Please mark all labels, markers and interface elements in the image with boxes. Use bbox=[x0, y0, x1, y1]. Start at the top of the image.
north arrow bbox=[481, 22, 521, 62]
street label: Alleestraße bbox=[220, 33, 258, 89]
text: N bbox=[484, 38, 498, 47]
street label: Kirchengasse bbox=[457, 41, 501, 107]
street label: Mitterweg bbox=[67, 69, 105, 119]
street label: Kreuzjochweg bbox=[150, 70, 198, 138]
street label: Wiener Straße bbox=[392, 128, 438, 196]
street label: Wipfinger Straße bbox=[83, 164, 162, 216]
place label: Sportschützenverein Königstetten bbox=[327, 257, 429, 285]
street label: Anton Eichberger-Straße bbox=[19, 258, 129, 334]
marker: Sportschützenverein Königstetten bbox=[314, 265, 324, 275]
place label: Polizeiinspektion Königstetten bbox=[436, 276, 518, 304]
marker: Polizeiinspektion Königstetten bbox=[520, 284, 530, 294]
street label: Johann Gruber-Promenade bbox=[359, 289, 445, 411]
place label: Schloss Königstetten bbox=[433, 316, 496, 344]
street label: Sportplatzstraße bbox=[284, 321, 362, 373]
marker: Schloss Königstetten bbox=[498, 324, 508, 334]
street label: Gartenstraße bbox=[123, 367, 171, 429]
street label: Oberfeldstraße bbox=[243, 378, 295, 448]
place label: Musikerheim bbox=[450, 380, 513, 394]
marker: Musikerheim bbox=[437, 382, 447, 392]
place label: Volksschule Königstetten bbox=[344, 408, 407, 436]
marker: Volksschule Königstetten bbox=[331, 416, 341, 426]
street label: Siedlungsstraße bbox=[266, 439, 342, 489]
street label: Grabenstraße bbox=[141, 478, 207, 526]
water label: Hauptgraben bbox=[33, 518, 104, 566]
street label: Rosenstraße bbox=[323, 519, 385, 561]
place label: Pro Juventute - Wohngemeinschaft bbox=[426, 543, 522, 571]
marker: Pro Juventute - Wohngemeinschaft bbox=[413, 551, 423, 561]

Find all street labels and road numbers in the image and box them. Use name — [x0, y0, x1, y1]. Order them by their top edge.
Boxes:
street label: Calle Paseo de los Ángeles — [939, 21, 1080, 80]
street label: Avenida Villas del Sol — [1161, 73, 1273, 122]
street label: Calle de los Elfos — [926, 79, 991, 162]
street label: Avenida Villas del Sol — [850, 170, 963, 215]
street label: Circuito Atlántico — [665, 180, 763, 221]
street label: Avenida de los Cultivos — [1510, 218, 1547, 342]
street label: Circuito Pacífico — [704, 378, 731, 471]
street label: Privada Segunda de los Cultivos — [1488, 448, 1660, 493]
════════════════════
## Task to complete
Which of the lines above contain "Polizeiinspektion"? Return them all.

## Output of the task
place label: Polizeiinspektion Königstetten bbox=[436, 276, 518, 304]
marker: Polizeiinspektion Königstetten bbox=[520, 284, 530, 294]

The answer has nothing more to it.